What Is a BeautifulSoup 403 Forbidden Error
A 403 forbidden error in BeautifulSoup means the server has blocked your attempt to access and scrape a website. This error is standard when accessing a website with an HTTP client during web scraping.
The error might look like this in your terminal:
HTTPError: 403 Client Error: Forbidden for url: https://www.g2.com/products/asana/reviews
Before solving the problem, let's identify the possible cause.
Identify the Real Cause of 403 Error With BeautifulSoup
BeautifulSoup isn't the direct cause of the 403 forbidden error since it's only a parser library. The error is due to a suspicious request from an HTTP client like the Python Request
library.
This can be because there are too many requests from the same IP or some other reasons. Let's see six quick solutions that will solve our problem.
- Implement Proxy in Requests.
- Customize the User Agent String.
- Enhance Request Headers for Better Acceptance.

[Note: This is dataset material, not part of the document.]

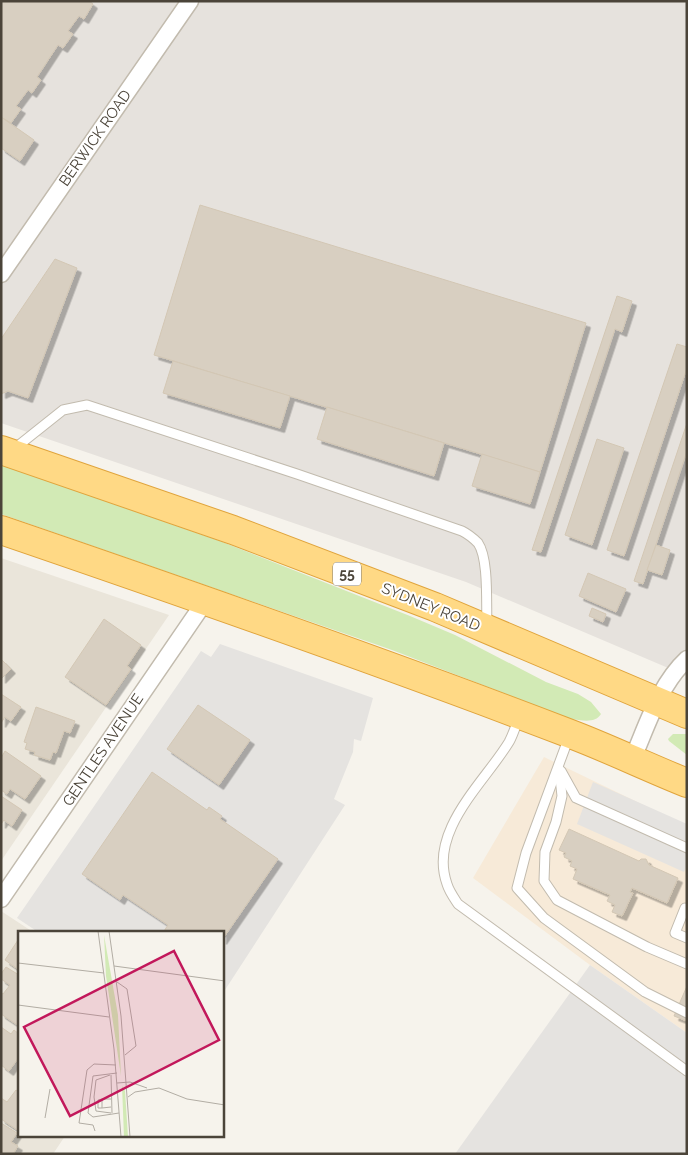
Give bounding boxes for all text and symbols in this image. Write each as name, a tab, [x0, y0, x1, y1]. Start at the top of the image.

- Moderate the Frequency of Requests.
- Integrate Headless Browsers.
- Use of CAPTCHA Solving Services.
How to Overcome 403 Forbidden Error With BeautifulSoup
We've now established that the error 403 comes from the HTTP client. Let's apply the highlighted solutions step-by-step.
1. Implement Proxy in Requests
An IP ban is one of the most common causes of the 403 forbidden error in web scraping. Routing your Python requests through a proxy lets you tweak your IP address so the server thinks the request is from different users.
Using Python's requests
library, let's see how to implement a single free proxy. Keep in mind that free proxies are prone to failure. You can select a new one from the Free Proxy List.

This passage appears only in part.